When coming in with an ill pet it is always important to provide Dr. Neumeister with as much information as possible, even if you think it might not be of importance.
In one particular case Dr. Neumeister was able to diagnose Blastomycosis early on after the owners shared that the dog had been playing in the Mississippi River. Based on only the symptoms the dog’s illness could have been mistaken for a lung infection of bacterial origin, cancer or other disease.
Due to the additional information Dr. Neumeister also tested for fungal infections and Blastomycosis was confirmed.
one or more of the following:
- Loss of appetite
- Weight loss
- Eye discharge
- Eye inflammation, specifically the iris
- Coughing, wheezing and other unusual breathing
- Skin lesions
- draining skin lesions
- fainting / passing out
What is Blastomycosis?
Blastomycosis is a systematic yeast-like fungal infection caused by a fungus called Blastomyces dermatitidis which lives in moist soil and in association with decomposing organic matter such as wood and leaves.
The infection typically occurs when the dog inhales the airborne fungal spores after the contaminated soil has been disturbed. This can be from an activity as benign as digging in the dirt or following a scent trail. The spores can also enter through the skin.
The fungus thrives in wet environments, such as riverbanks, lakes and swamps, where damp soil lacking direct sunlight fosters growth of the fungus. It is also present in areas that are rich in decaying matter, such as wooded areas, forests, and farms. It is a naturally occurring North American fungus, with the highest prevalence of infection taking place in geographic areas located near water – such as the Mississippi, Ohio, Missouri, and Tennessee River basins. It has also been found in the area of the Great lakes and st. lawrence river, southern canada, and outside the endemic area in colorado.
Studies have concluded that most affected dogs live within at least 400 meters of a body of water. This is particularly so with large-breed dogs between 2 and 4 years of age weighing at least 55 lbs (25 kg), and especially sporting breeds (sporting breed association may reflect increased exposure rather than susceptibility). It occurs most frequently in male dogs, but female dogs are also susceptible. Exposure to areas with water, decaying matter, or recently excavated areas increase the risk of exposure to the fungus and consequent development of the disease.
What is happening?
- A small spore (conidia) is shed from the mycelial phase of the organism growing in the soil and inhaled, entering the terminal airway.

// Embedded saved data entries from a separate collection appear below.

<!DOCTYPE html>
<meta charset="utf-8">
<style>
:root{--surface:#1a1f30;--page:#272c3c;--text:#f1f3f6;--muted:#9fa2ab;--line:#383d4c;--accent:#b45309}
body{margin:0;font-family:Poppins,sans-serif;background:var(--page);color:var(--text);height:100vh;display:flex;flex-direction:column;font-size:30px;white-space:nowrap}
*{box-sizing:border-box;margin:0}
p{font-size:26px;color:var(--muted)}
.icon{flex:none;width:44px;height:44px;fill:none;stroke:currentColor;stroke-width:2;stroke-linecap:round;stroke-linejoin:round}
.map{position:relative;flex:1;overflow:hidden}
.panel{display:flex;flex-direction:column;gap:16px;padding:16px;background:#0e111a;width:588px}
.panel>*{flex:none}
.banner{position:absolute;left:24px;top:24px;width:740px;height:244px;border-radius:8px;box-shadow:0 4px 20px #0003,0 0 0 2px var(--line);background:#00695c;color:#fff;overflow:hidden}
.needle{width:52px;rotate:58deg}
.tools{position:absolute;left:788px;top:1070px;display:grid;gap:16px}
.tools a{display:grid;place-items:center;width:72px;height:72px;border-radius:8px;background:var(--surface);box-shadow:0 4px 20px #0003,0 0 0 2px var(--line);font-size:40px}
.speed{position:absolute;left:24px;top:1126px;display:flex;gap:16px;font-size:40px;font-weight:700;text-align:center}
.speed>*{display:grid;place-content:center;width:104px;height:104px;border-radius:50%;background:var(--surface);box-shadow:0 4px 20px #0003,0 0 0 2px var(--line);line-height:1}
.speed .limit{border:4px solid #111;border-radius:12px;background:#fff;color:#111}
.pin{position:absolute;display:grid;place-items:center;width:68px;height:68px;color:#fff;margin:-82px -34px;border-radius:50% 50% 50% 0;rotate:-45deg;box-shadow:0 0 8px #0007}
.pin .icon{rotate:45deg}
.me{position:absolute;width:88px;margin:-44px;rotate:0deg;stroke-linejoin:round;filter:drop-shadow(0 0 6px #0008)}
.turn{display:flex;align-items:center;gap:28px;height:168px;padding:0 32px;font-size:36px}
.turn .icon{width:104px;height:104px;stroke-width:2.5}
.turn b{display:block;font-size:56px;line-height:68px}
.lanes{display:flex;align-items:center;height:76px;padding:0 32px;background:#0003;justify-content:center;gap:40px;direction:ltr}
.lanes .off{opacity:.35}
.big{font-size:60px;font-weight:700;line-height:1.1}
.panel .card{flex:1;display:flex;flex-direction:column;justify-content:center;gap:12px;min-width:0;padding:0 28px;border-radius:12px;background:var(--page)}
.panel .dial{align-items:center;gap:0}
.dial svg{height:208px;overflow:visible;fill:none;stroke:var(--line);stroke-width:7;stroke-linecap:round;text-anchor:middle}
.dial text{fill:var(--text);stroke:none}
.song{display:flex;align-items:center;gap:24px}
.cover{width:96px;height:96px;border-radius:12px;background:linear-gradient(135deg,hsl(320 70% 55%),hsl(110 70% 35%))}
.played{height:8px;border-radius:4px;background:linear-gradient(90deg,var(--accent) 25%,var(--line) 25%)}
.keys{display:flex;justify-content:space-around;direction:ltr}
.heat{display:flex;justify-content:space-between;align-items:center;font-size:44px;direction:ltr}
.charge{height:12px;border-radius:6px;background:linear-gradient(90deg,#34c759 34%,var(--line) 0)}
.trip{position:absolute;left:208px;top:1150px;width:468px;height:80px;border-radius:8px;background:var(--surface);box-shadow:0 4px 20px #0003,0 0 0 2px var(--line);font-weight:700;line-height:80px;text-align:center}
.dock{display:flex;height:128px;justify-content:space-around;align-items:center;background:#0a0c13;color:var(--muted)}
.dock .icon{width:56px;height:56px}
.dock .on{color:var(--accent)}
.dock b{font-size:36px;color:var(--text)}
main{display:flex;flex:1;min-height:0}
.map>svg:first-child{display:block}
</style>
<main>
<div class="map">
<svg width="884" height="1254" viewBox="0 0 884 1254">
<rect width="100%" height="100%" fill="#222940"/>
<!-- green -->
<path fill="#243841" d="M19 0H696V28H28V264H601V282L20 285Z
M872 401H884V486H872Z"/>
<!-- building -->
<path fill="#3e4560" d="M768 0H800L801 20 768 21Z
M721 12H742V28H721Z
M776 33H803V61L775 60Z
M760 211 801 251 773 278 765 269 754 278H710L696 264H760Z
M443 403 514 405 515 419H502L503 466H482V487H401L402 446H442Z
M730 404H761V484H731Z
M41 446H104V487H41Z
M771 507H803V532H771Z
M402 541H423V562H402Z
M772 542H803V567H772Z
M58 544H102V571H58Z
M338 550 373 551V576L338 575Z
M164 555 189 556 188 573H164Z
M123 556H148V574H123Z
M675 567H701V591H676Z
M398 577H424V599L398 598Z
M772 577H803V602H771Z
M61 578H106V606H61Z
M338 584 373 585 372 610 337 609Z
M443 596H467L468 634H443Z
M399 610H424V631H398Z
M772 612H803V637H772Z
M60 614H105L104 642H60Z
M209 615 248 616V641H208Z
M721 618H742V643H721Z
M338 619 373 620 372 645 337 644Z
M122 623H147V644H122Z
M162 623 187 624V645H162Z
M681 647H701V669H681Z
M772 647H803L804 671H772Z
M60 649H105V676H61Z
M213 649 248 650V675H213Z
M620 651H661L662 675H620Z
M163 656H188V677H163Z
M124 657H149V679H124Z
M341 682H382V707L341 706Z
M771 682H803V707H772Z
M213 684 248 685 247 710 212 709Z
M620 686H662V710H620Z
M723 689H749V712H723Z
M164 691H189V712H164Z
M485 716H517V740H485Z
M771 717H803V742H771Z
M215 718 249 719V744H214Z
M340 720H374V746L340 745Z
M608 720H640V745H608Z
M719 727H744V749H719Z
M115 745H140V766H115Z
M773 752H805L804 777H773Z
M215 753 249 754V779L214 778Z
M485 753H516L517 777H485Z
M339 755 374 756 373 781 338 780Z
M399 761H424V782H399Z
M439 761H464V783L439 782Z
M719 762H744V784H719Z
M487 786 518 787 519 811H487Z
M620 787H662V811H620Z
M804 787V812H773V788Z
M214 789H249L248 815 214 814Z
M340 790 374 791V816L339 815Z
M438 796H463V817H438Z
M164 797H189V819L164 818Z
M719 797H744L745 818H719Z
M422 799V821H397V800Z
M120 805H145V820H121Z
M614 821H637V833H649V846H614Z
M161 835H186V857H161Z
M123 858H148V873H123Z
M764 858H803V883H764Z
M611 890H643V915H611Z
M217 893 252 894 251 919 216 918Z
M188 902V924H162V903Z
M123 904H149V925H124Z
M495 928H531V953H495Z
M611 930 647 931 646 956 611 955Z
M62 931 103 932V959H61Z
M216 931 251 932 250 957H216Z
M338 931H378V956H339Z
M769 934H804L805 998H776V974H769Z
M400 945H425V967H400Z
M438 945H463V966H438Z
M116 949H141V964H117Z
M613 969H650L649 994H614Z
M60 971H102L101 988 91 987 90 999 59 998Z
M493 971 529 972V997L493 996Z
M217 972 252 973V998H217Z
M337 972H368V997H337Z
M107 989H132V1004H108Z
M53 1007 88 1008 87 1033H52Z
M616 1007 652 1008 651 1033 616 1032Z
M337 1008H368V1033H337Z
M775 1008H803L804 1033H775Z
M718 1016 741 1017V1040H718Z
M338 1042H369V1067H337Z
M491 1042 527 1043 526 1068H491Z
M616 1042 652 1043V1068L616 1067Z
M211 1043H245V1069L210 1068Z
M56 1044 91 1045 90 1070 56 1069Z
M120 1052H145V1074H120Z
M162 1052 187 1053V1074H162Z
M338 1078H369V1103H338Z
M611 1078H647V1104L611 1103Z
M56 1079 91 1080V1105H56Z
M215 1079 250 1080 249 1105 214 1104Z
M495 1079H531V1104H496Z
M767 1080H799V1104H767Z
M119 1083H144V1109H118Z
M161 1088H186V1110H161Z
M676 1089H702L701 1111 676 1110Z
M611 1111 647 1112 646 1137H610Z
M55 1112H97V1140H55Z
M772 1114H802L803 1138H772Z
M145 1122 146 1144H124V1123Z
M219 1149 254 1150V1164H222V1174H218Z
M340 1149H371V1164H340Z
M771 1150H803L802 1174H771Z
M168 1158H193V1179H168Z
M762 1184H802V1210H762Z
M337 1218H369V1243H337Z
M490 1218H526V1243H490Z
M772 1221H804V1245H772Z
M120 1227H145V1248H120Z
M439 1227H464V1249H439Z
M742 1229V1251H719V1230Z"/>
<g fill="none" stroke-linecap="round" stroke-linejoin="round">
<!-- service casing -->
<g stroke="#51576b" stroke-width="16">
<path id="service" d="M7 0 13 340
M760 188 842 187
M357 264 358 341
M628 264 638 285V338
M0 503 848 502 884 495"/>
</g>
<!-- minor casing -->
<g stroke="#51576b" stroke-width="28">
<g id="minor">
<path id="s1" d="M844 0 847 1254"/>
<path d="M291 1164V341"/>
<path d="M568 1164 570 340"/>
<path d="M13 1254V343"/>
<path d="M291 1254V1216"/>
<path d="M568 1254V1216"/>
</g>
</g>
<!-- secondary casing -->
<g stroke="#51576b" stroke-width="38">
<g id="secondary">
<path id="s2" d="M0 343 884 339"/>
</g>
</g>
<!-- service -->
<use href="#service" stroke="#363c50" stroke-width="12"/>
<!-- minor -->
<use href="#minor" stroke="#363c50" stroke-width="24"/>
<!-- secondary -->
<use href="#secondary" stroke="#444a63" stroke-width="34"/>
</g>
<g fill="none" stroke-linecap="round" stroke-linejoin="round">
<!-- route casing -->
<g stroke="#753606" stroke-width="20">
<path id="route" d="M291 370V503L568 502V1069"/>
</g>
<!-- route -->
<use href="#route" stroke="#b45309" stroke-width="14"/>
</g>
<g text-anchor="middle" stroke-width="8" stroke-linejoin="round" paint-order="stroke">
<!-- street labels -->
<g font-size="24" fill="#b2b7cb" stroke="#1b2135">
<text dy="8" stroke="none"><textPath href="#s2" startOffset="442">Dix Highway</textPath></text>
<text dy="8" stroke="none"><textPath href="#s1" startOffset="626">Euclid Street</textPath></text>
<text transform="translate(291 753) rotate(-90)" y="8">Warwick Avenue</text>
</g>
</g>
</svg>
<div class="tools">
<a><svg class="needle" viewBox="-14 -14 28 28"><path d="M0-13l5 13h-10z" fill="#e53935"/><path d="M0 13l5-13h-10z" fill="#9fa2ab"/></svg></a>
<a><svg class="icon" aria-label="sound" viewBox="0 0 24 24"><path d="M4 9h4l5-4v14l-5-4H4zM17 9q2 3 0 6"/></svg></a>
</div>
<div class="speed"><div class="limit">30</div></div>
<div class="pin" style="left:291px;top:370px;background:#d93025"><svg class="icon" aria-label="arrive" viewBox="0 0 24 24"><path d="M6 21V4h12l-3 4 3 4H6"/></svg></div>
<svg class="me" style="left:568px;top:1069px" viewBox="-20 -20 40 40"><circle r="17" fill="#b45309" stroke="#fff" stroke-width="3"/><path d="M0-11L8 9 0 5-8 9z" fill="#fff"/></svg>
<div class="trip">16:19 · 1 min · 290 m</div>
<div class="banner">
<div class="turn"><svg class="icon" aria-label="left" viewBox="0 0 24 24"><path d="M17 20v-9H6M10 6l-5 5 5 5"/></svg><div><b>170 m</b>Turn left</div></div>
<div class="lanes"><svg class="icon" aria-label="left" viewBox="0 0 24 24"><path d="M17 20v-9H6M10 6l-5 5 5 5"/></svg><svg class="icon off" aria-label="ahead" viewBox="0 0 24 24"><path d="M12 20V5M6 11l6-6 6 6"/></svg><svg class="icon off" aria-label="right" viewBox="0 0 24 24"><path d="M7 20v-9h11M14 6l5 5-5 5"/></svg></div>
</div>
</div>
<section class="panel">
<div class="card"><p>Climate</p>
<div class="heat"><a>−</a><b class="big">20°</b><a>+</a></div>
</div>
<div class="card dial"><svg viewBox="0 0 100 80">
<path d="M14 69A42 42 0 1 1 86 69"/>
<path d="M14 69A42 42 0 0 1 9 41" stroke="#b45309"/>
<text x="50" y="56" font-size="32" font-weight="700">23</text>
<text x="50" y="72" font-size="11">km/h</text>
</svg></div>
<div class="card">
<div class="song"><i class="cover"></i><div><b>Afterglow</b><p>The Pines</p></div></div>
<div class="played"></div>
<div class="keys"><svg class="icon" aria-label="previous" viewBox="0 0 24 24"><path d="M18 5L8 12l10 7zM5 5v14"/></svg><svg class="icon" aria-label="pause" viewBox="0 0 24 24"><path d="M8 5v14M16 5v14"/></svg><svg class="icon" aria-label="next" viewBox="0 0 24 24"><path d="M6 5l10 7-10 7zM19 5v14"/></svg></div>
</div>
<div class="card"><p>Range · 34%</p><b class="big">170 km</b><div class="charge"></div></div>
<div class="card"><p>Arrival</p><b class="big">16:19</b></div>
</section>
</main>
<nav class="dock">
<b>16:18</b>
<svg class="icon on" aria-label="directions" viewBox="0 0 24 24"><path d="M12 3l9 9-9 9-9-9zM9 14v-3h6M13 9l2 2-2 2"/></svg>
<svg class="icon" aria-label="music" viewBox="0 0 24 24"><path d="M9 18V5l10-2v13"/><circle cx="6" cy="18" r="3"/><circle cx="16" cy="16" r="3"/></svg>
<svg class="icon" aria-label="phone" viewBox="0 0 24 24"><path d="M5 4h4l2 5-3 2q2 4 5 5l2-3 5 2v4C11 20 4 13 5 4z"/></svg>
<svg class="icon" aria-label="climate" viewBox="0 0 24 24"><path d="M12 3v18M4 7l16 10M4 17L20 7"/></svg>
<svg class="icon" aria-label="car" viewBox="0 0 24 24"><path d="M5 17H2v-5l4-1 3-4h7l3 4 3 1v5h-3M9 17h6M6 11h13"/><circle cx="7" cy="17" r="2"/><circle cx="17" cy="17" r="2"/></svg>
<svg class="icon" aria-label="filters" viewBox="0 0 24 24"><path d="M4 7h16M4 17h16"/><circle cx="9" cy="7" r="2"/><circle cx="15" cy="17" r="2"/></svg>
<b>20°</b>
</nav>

- At normal body temperature, the spore becomes a yeast, which initiates the infection in the lungs and spreads systemically. Although infection almost always begins in the lungs before being disseminated through hematogenous or lymphatic routes to other body tissues, lung lesions occasionally resolve by the time infection in other sites becomes apparent.
- from this focus of mycotic pneumonia, the yeast disseminates hematogenously throughout the body
- the immune response to the invading organism produces a pyogranulomatous infiltrate to control the organism.
- the result is organ dysfunction.
- severity of lung involvement and invasion into the brain affect prognosis.
- Early diagnosis improves chance of survival, as 25% of dogs die during the first week of treatment.
Humans can get Blastomycosis as well
Blastomycosis does not spread from animals to people, except through bite wounds. Due to the fact that it is acquired from an environmental source pet owners should be aware that they might have been exposed at the same time their pet did. If these pet owners have respiratory issues or skin lesions they should inform their physicians that they might have been exposed. In humans the lung infection can occur after a person inhales the airborne, microscopic fungal spores from the environment; however, many people who inhale the spores do not get sick. Only with about half of the people who are infected with blastomycosis will show symptoms. If symptoms occur, they usually appear between 3 and 15 weeks after being exposed to the fungus. The symptoms of blastomycosis are similar to flu symptoms, and include fever, chills, cough, muscle aches, joint pain, and chest pain. In very serious cases of blastomycosis, the fungus can disseminate (spread) to other parts of the body, such as the skin and bones.
Tilley, L., & Smith, Jr., F. (2011). Blastomycosis. In Blackwell’s five-minute veterinary consult: Canine and Feline (Fifth ed., pp. 174-175). Ames, IA: Wiley-Blackwell.